Slawa, der Waise

In Russland ist der Austritt aus dem Waisenheim stets eine harte Prüfung. Der Waise ist sehr selten auf den Dschungel vorbereitet, der ihn erwartet.
Dies ist auch so bei Slawa Egorov, 23 jährig.
Slawa verliert seine Mutter bereits im Alter von 10 Jahren. Er ist 14, als seine Grossmutter stirbt. Slawa sagt wenig von seinem Vater, da er ihn nur sehr selten gesehen hat. Ohne eine Familie, die ihn aufnimmt, kommt er ins Waisenheim.
Ein harter Ort, ohne Liebe, ein Unterschlupf, wo die Waisen sehr hart behandelt werden und wo Slawa nach dem Tode seiner Bezugspersonen keinerlei Trost findet.

Selbstmord-Versuche
Ich konnte nicht mehr, sagt uns Slawa. Ich habe zwei Selbstmord-Versuche verübt; einmal durch Verschlucken eines Stück Stoffes. Ich wurde umgehend in ein psychiatrisches Spital eingeliefert, wo man meine Ängste mit Spritzen behandelte, die mich bewisstlos machten.Nach vier Monaten solcher Behandlung ist es nur normal, dass man beim Austritt angeschlagen ist.
Ende 2013 verlasse ich, zwanzigjährig, endlich das Waisenheim mit der einzigen Idee im Kopf, das Grab meiner Mutter zu finden.
Niemand kam bei ihrer Beisetzung.

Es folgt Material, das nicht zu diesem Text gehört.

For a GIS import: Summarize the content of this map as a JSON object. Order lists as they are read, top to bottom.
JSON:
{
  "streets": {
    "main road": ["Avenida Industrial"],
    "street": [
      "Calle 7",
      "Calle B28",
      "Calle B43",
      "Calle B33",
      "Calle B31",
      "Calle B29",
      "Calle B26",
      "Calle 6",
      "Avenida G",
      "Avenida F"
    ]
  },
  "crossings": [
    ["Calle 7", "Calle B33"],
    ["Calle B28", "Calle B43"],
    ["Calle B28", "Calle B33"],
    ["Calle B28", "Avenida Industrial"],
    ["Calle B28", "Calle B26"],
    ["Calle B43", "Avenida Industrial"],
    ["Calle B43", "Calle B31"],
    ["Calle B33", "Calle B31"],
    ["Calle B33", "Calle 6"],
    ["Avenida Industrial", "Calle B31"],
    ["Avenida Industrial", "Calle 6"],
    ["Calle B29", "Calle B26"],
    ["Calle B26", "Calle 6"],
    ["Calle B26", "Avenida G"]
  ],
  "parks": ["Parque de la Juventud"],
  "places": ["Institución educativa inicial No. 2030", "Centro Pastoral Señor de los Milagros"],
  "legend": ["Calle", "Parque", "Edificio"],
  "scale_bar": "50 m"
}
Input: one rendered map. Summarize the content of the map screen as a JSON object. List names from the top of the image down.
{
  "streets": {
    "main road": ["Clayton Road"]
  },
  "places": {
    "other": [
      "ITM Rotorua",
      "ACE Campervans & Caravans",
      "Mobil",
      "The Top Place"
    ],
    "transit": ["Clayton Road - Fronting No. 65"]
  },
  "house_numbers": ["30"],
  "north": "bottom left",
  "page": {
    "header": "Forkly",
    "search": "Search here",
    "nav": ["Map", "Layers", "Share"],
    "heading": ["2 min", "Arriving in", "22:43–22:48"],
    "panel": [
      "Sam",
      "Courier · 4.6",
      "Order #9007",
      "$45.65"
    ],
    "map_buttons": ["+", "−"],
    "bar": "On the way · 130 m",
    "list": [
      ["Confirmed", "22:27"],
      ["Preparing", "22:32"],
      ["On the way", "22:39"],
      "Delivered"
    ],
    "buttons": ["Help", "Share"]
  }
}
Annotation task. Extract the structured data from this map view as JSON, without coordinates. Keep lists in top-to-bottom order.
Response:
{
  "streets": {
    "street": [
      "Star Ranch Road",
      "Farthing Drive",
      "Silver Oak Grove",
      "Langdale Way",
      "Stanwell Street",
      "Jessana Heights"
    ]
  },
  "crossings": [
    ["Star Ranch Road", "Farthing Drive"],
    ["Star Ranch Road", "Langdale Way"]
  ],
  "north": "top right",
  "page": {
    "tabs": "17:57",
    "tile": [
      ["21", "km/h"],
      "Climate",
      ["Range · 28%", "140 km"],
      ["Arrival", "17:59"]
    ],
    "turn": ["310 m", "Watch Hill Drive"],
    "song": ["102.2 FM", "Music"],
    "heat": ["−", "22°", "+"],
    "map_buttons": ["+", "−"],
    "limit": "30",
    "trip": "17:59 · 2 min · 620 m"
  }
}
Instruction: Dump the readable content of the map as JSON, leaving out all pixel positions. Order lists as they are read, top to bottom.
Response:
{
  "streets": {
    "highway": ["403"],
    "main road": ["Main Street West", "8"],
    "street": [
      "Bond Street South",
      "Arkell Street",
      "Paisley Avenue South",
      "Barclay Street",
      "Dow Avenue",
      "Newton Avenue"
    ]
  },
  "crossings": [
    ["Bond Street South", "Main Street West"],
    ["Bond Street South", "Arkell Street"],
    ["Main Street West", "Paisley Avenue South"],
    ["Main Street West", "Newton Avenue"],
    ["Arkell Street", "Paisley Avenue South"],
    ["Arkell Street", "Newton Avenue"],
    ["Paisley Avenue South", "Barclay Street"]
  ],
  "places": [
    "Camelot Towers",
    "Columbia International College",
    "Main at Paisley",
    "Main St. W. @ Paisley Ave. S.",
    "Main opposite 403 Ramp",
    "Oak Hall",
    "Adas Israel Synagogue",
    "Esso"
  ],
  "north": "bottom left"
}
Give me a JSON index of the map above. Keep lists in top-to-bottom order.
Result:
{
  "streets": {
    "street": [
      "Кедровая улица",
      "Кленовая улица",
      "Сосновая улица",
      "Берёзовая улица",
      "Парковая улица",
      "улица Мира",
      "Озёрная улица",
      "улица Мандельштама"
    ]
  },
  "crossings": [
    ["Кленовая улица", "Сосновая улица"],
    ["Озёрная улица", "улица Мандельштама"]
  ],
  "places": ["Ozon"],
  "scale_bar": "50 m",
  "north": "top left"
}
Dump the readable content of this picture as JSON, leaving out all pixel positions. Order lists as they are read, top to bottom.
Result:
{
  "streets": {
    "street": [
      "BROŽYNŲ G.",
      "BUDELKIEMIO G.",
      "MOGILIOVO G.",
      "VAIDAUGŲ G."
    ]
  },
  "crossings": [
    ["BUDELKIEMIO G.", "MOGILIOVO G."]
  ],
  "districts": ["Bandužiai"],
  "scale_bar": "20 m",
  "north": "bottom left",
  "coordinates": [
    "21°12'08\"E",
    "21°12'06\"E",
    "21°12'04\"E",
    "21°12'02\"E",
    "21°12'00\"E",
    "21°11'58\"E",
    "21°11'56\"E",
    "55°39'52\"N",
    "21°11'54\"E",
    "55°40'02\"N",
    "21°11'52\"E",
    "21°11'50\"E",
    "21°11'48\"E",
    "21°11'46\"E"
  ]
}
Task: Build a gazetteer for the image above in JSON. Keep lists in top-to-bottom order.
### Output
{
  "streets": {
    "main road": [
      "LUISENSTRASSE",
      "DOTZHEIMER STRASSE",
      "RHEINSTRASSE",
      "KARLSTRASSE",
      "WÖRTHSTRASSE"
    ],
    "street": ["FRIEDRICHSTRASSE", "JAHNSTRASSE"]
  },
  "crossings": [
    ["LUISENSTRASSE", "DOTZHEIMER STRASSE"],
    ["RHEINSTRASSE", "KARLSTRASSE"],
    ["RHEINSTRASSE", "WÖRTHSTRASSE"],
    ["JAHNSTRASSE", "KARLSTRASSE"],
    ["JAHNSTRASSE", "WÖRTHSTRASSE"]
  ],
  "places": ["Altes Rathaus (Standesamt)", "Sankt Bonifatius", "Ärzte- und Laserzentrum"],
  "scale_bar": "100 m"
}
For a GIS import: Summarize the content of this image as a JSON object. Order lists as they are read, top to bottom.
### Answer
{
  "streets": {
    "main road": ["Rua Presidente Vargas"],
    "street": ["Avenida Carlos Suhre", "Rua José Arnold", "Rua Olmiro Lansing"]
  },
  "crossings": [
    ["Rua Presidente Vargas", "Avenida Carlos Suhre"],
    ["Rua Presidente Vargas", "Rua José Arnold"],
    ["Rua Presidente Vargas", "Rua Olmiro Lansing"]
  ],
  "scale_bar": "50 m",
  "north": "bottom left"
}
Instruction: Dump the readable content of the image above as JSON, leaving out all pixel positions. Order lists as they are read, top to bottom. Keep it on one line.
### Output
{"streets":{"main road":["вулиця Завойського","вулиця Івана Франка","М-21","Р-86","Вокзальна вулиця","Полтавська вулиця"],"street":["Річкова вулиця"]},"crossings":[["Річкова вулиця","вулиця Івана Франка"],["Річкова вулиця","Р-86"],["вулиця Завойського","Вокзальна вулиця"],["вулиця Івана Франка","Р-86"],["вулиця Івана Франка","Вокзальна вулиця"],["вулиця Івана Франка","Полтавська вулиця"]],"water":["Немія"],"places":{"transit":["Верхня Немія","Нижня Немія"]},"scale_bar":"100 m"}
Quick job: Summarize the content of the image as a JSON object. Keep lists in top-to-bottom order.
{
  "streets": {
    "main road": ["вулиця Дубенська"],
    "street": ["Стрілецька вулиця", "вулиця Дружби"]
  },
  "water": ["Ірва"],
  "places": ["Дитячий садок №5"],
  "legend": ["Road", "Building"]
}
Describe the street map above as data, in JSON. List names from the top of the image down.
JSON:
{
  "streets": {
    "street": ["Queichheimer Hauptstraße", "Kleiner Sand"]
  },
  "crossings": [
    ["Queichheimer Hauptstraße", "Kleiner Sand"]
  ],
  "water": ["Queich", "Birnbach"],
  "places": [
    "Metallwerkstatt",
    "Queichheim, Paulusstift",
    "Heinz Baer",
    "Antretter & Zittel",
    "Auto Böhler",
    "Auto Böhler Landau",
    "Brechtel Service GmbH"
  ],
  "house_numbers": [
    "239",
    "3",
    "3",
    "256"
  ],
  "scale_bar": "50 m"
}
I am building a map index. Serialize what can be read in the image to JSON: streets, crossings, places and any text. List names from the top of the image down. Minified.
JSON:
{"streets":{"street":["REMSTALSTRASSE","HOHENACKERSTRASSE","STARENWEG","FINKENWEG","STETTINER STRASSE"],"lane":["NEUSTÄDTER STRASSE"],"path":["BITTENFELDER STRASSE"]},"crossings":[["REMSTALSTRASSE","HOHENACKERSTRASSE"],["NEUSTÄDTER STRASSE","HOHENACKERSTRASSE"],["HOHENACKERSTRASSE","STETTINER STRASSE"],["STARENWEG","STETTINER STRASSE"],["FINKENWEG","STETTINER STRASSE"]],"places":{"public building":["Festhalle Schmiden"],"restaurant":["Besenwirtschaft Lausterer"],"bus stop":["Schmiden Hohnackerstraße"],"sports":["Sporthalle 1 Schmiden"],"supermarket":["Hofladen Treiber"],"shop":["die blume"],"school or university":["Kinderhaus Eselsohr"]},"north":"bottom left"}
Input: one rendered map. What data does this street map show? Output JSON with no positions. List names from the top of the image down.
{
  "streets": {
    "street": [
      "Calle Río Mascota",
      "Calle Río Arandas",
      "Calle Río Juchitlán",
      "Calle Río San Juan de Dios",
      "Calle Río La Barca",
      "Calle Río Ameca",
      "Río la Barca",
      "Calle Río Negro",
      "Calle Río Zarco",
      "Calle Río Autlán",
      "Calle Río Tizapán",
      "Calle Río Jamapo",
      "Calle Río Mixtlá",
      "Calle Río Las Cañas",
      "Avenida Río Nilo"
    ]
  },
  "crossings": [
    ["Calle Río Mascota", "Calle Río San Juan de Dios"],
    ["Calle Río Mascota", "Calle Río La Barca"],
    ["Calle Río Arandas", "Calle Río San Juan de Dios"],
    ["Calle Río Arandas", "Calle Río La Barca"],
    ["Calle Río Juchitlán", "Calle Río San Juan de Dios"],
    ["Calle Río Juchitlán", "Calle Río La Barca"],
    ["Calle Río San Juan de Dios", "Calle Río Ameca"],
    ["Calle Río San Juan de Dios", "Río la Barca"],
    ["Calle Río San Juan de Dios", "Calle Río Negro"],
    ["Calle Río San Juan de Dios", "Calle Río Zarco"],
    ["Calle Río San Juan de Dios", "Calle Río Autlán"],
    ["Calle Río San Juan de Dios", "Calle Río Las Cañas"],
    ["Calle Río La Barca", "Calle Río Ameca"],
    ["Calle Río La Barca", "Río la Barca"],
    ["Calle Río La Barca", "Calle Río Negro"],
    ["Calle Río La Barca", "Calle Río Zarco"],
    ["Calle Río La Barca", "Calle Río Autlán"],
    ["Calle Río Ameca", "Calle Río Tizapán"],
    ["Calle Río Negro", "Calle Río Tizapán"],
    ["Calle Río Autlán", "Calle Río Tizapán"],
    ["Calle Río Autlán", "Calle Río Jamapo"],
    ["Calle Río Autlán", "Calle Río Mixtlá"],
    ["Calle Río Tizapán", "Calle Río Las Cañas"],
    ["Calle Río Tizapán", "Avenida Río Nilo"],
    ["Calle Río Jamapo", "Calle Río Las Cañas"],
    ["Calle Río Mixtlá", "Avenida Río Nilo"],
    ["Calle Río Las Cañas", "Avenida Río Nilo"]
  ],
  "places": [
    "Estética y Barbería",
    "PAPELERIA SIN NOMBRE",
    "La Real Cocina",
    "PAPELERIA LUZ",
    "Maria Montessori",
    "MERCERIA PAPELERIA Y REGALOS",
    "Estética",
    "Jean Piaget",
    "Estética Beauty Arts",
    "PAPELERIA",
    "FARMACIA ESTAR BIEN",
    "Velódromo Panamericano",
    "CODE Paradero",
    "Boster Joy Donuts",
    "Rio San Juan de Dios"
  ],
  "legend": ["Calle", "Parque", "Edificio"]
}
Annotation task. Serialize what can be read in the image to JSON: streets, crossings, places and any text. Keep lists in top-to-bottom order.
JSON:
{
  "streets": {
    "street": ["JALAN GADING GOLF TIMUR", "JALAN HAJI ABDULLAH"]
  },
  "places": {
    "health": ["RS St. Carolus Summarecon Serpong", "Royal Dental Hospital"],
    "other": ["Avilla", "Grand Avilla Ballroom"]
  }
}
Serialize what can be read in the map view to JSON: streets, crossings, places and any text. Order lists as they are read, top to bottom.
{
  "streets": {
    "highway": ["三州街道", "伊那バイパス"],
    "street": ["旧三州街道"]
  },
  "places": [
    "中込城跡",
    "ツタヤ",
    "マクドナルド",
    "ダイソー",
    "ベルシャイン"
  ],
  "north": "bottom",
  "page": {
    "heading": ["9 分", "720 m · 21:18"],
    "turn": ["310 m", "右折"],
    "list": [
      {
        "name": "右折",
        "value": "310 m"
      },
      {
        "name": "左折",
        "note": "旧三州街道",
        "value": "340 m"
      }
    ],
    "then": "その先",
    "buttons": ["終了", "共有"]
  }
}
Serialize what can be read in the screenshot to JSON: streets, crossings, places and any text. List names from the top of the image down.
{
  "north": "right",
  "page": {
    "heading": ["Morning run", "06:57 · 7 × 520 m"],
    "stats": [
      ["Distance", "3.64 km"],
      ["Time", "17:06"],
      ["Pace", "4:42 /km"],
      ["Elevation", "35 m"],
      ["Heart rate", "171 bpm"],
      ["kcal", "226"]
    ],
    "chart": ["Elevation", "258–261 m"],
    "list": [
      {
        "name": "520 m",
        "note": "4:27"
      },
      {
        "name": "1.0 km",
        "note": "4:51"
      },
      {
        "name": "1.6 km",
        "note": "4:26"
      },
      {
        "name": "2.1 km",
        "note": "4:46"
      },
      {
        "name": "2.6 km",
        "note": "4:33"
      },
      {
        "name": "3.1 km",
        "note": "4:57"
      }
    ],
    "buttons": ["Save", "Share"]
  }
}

Da das Geld fehlte, wurde sie eingeäschert, welche ein Schock! Alles, was nach dieser Katastrophe blieb, war das Zimmer meiner Grossmutter. Als Kriegs-Veteranin hatte sie dieses zugesprochen erhalten und ich konnte mich darin installieren.

Gewaltsamer Betrug
Ich teilte dieses Zimmer mit einem Kollegen des Waisenheims, der mir zwei sogenannte Immobilien-Makler vorstellte, Yunin Roman Alexandrowitsch und Parschukov Wasily. Immobilien-Makler? Schon eher Kriminelle.
Yunin Roman Alexandrowitsch und Parschukov Wasily haben mich geschlagen, mit dem Tod bedroht und mir die Wohnungsschlüssel entrissen. Mein Kollege steckte zweifellos mit ihnen unter einer Decke.
Ich bin völlig geschunden im Dorf Gatchina erwacht. „Immerhin hat man Sie nicht umgebracht“, sagt ein Unbekannter zu mir, nimmt mich mit und verspricht mir Arbeit in Veliky Novgorod, etwa sechzig Kilometer von dort.
Schwarzarbeit. Drei Monate 25 Kilo schwere Ziegelstein-Säcke in den vierten oder fünften Stock schleppen. Zwölf Stunden pro Tag, ohne Unterbruch, ein aufreibender Job.
Der Gipfel dabei: ich wurde nicht bezahlt dafür. Als ich meinen Lohn verlangte, wurde ich rücksichtslos hinausgeworfen. Gleichzeitig verlor ich meine Unterkunft.
Ich wäre nicht überrascht, wenn der angebliche Wohltäter unter einer Decke steckt mit jenen, die mich wegen des Zimmers der Grossmutter erpressten.

Der nette Polizist
Und so bin ich auf der Strasse, alles wurde mir geraubt.
Er heisst Witaly Nikolaiewitsch. Er sagt zu mir: „Keine Angst, Sie sind ein intelligenter Kerl, es wird schon gehen“. Er kaufte mir eine Busfahrkarte nach Peter (St. Petersburg).
Und so bin ich unterwegs in die grosse Stadt, völlig mittellos. Und ich erinnerte mich an Nochlezhka.
Schon vor sechs Jahren hörten wir im Waisenheim von dieser Nichtregierungs-Organisation, die sich um die Russen ohne Ausweispapiere kümmert.
Bei Nochlechka fühle ich mich gut, jedoch ist der Alterunterschied zu den Mitbewohnern schwierig für mich. Ich zog das Waisenheim vor, weil ich dort mit Jungen meines Alters war, hier sind sie 10, 20 Jahre älter. Dafür gibt es bei Nochlezhka Lehrer. Zur Zeit interesssiere ich mich leidenschaftlich für die Informatik. Und dann gibt es auch den juristischen Dient, der bereits einen Teil meiner Familie gefunden hat
Meine Tante und ihre Angehörigen, die sich aber völlig von mir abgewendet haben Als sie gehört haben, dass ich hier bin, haben sie lediglich gesagt: „Slawa ist jetzt erwachsen, zudem führen wir unser eigenes Leben“.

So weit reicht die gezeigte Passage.